From World War to Cold War: Churchill, Roosevelt, and the International History of the 1940s

By David Reynolds | Go to book overview

Introduction

The 'special relationship' seems inescapable. True believer or iconoclastic sceptic, no one writing about contemporary British foreign policy can avoid referring to this cliche´d concept. In the 1970s, after Britain entered the European Community, many predicted that it would be consigned to the dustbin of history. But then came the Falklands War. Another round of obituaries was written in the early 1990s, after the collapse of the Soviet empire. But that was before two Gulf Wars against Iraq. Like it or loathe it, the term 'special relationship' is still central to the lexicon of British diplomacy, trotted out every time a Prime Minister flies to Washington or a President deigns to visit London. To understand why, we need to go back to the 1940s. The phrase and the idea were born in the Second World War and nurtured by the onset of the Cold War. We still live in the shadow of this, the most dramatic and decisive decade of the twentieth century.

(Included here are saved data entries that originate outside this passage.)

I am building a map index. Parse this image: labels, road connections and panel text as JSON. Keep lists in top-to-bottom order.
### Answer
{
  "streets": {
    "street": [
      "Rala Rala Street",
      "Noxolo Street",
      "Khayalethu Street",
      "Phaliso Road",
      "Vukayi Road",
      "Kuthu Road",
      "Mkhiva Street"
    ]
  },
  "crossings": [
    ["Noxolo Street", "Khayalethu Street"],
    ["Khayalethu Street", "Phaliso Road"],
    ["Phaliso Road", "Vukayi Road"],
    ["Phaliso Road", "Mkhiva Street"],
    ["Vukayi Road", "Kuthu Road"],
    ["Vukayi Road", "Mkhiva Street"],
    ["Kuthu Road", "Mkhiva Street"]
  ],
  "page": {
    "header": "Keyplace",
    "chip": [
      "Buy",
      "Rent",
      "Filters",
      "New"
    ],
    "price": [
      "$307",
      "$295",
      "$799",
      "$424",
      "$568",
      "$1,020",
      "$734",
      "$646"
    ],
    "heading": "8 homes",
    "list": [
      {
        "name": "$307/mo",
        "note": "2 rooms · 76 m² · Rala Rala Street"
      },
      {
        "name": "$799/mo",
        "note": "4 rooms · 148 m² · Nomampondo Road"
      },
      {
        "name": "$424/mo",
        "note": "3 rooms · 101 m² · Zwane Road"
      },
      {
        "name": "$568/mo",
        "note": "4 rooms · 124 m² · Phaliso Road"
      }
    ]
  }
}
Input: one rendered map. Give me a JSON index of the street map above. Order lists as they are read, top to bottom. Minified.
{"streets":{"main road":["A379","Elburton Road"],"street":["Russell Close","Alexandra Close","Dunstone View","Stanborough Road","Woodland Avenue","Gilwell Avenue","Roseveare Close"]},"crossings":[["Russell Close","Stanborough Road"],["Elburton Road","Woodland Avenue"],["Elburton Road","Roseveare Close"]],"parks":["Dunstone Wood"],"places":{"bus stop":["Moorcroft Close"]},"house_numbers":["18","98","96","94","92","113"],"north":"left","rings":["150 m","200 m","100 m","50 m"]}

Although global in scope, the 'World War' was, in many ways, a series of connected regional conflicts. Germany and Japan, though part of the Axis, fought entirely separate wars; on the Allied side, Britain and the United States left the bulk of the land war in Europe to the Red Army. The Soviets, for their part, did not enter the Asian War until its final days, while the Americans tried to minimize involvement in Britain's Mediterranean operations and to keep the British at arm's length from the Pacific War. The opening chapter shows how the label 'World War' was stamped on these conflicts at the time by Adolf Hitler and particularly Franklin Roosevelt as part of their 'ideologizing' of events. But the regional nature of the conflict must be borne in mind if we wish to understand the strengths and limitations of the wartime Anglo-American alliance.

Although we normally date the Second World War from September 1939, the catalytic moment came in May–June 1940, with the fall of France in only six weeks. The surprise collapse of what still seemed the strongest power in Europe transformed the Continental balance of power. It also had global repercussions, forcing Britain into reliance on the United States, spurring Hitler into a hubristic attack on the Soviet Union, and emboldening Italy and Japan to make their own bids for regional hegemony, which culminated in the attack on Pearl Harbor in December 1941. The revolution of 1940 is the theme of Chapter 2.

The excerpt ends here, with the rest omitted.